In December 2017, the company surpassed $100 million in annualized revenue, an accomplishment that fewer than 1% of software companies achieve. In April 2018, the company announced it added 500 net new customers in fiscal 2018 and currently has more than 3,700 customers worldwide.

In June 2018, Workday agreed to acquire Adaptive Insights for approximately $1.55 billion.

In August 2018, Workday completed the acquisition of Adaptive Insights, announcing that the company would operate as Adaptive Insights, a Workday company.

In May 2020, Adaptive Insights rebranded once again and was renamed Workday Adaptive Planning.

Product

Workday Adaptive Planning covers the planning, consolidation, analytics and reporting functions with its Business Planning Cloud.

The company offers Adaptive Insights for Finance, Adaptive Insights for Sales, and Adaptive Insights for Workforce planning as well as the capability to flexibly model virtually any kind of functional use, such as project, capacity and operational planning.

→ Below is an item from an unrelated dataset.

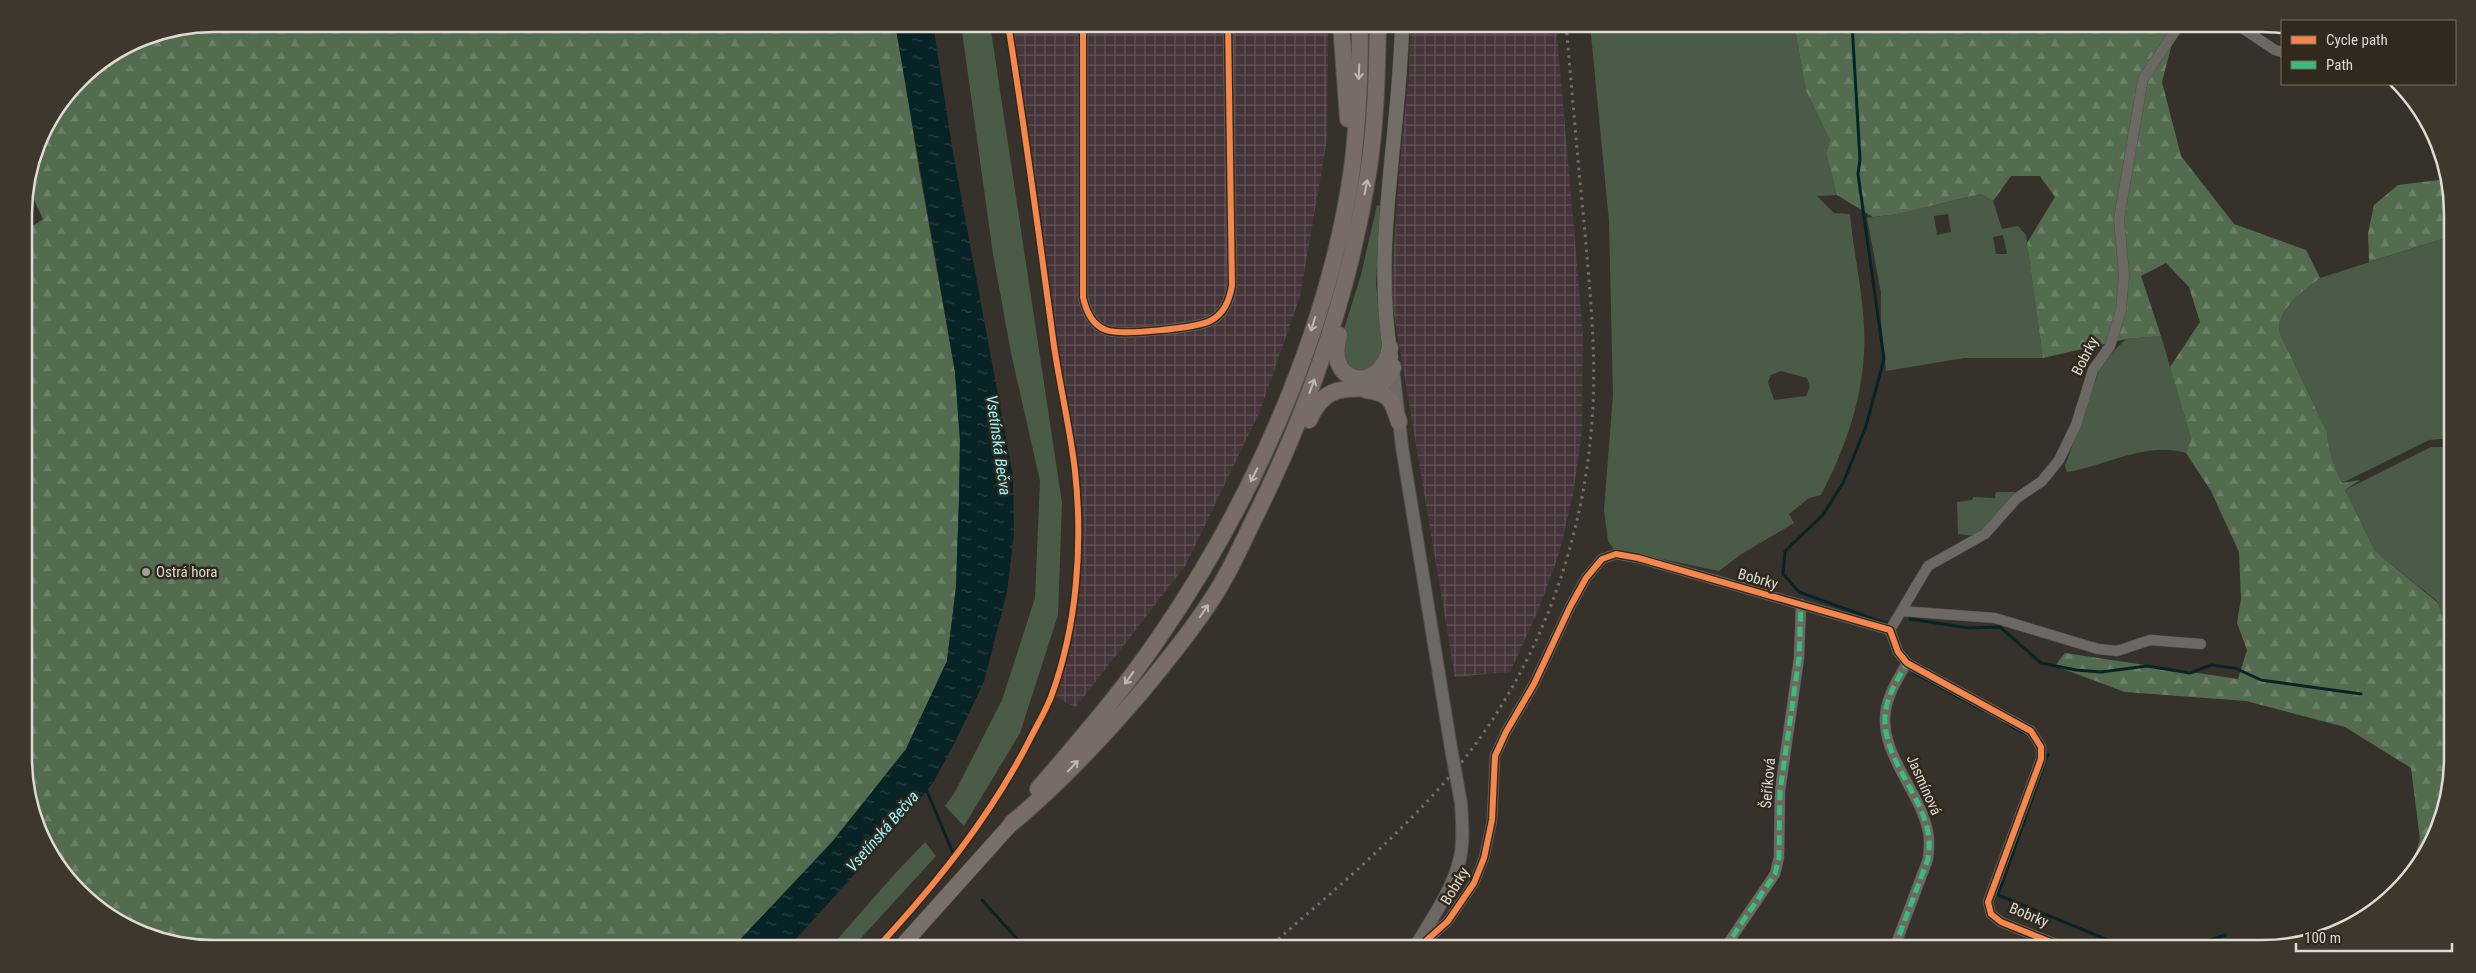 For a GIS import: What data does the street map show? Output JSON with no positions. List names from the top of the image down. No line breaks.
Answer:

The application is built on an In-memory database, has an in-browser user interface similar to that of a spreadsheet, and the drag-and-drop characteristics of a web-based consumer application. Adaptive Insights automates consolidations and integration of data from other systems and enables collaboration and real-time updates via its on-demand SaaS-based model.

Partners
In 2009, Adaptive Insights partnered with NetSuite, Inc. and currently is a member of the SuiteCloud Developer Network. The company also integrates with other cloud ERP solutions from Sage Intacct, Microsoft, and others.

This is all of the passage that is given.